Caveolae are small flask-shaped invaginations of the plasma membrane. Discovered over fifty years ago, we are only now beginning to understand the role of these structures. Caveolins are integral membrane proteins associated with caveolae. Caveolin-1 and -2 are found in most cell types while caveolin-3 is generally muscle specific. Caveolins have been associated with diseases such as muscular dystrophy and cancer suggesting that understanding the role of caveolins may answer some fundamental questions about these diseases.
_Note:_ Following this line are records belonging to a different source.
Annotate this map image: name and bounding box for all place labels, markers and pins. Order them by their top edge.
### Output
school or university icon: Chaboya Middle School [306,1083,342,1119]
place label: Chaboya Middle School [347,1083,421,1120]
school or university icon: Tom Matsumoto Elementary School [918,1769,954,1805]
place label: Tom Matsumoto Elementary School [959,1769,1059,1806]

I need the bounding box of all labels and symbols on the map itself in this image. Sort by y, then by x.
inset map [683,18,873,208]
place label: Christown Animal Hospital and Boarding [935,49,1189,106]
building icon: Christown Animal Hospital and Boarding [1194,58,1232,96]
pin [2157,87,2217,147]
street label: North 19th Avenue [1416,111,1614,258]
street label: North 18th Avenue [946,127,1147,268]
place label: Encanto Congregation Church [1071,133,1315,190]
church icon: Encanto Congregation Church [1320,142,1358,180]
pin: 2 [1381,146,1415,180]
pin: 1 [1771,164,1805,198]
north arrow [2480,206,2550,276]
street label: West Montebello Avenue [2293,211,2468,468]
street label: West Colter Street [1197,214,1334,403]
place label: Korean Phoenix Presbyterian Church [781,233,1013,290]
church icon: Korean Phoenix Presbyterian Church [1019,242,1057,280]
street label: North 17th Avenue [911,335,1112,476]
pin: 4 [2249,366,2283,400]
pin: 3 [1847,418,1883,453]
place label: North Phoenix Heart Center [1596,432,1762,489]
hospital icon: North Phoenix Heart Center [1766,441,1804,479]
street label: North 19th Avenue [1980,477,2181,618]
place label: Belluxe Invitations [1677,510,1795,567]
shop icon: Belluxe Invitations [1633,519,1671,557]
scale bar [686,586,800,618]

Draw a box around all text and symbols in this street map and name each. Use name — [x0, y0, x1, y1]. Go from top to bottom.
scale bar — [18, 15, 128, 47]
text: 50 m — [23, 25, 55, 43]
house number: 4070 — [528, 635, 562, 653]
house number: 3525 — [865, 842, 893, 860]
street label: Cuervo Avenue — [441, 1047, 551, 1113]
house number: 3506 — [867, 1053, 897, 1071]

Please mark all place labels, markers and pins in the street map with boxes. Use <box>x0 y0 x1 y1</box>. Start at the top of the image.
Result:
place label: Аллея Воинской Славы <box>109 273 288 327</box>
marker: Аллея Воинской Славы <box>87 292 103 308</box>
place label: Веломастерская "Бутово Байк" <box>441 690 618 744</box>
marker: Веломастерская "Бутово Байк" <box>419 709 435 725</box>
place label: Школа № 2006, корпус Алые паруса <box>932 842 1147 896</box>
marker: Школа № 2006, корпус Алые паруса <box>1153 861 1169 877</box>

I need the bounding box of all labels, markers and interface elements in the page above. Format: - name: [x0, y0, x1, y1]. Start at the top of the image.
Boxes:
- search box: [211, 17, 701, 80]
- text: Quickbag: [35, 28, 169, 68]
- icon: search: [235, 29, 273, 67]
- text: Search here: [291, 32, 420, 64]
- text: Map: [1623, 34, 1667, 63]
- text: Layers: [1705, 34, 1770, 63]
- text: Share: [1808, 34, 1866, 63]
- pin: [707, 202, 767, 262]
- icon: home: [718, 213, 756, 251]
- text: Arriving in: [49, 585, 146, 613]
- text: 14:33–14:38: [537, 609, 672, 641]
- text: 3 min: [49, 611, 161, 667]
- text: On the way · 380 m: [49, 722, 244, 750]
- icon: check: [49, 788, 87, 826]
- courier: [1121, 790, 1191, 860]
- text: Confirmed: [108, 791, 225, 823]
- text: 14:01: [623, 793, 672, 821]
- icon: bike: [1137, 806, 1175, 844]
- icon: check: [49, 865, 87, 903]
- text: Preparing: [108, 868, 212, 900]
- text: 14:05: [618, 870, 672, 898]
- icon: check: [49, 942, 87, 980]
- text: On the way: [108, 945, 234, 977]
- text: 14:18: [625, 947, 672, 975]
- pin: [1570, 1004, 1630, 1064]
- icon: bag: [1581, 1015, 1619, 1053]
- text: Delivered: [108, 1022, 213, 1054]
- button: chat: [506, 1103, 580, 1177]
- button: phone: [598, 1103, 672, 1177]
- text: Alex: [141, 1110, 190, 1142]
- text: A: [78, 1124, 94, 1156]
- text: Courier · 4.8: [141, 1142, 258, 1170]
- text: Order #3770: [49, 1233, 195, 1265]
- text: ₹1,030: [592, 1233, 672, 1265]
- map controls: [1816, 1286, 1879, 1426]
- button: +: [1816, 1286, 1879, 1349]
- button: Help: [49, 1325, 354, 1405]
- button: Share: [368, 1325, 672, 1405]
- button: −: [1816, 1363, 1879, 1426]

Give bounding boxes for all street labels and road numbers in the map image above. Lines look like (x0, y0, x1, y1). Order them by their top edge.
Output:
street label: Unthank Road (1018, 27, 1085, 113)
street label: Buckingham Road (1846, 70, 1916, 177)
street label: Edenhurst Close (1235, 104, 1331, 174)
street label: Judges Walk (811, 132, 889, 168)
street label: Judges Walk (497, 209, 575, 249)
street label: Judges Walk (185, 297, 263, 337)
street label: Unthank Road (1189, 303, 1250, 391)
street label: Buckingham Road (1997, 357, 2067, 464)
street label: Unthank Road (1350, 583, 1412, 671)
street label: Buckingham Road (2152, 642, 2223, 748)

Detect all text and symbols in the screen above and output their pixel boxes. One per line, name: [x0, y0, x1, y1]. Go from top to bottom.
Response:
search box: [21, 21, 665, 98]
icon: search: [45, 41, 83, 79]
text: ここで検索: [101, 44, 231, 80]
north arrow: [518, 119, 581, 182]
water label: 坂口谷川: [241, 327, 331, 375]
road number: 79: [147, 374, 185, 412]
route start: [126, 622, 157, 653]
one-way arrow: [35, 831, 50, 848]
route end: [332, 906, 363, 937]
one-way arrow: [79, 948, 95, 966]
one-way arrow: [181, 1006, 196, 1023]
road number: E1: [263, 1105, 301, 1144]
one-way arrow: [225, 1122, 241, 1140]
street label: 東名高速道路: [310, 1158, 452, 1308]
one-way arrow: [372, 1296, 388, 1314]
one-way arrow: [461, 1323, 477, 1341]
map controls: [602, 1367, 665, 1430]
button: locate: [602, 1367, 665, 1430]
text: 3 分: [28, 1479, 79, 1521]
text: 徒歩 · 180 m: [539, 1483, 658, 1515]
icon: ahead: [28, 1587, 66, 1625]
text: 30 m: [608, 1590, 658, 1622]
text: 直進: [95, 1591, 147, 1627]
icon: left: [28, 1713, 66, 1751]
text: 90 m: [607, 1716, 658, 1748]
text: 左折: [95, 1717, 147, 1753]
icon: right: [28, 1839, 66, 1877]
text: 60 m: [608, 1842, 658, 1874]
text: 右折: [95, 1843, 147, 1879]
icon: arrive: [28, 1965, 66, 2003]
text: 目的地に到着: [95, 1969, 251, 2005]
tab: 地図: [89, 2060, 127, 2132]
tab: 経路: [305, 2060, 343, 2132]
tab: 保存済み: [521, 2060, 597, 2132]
Chapter 2 addresses the role of caveolin-3 in the mouse. Sequence analysis of the promoter region of caveolin-3 mouse genomic DNA revealed similarities to the human sequence. Putative regulatory elements were identified within the 5' sequence of the caveolin-3 gene, including a conserved myogenin binding site required for skeletal muscle regulation and a Nkx2.5 binding site that may be required for cardiac expression. Restriction mapping allowed for the construction of two targeting vectors that were injected into mouse ES cells to produce a mouse line that has no caveolin-3 expression. This chapter also addresses the role of caveolin-3 in muscle development in the zebrafish, Danio rerio. We employed an antisense oligonucleotide approach (morpholino) in order to knockdown the expression of caveolin-3. Loss of caveolin-3 expression results in disruption to the normal muscle architecture with isolated muscle fibres displaying major disruption to the contractile apparatus. Previous studies addressing the role of caveolin-3 in myotube fusion has been controversial. These studies suggest that caveolin-3 is important in myotube fusion as reduction of caveolin- 3 expression results in an increase in the number of mononucleate muscle fibres.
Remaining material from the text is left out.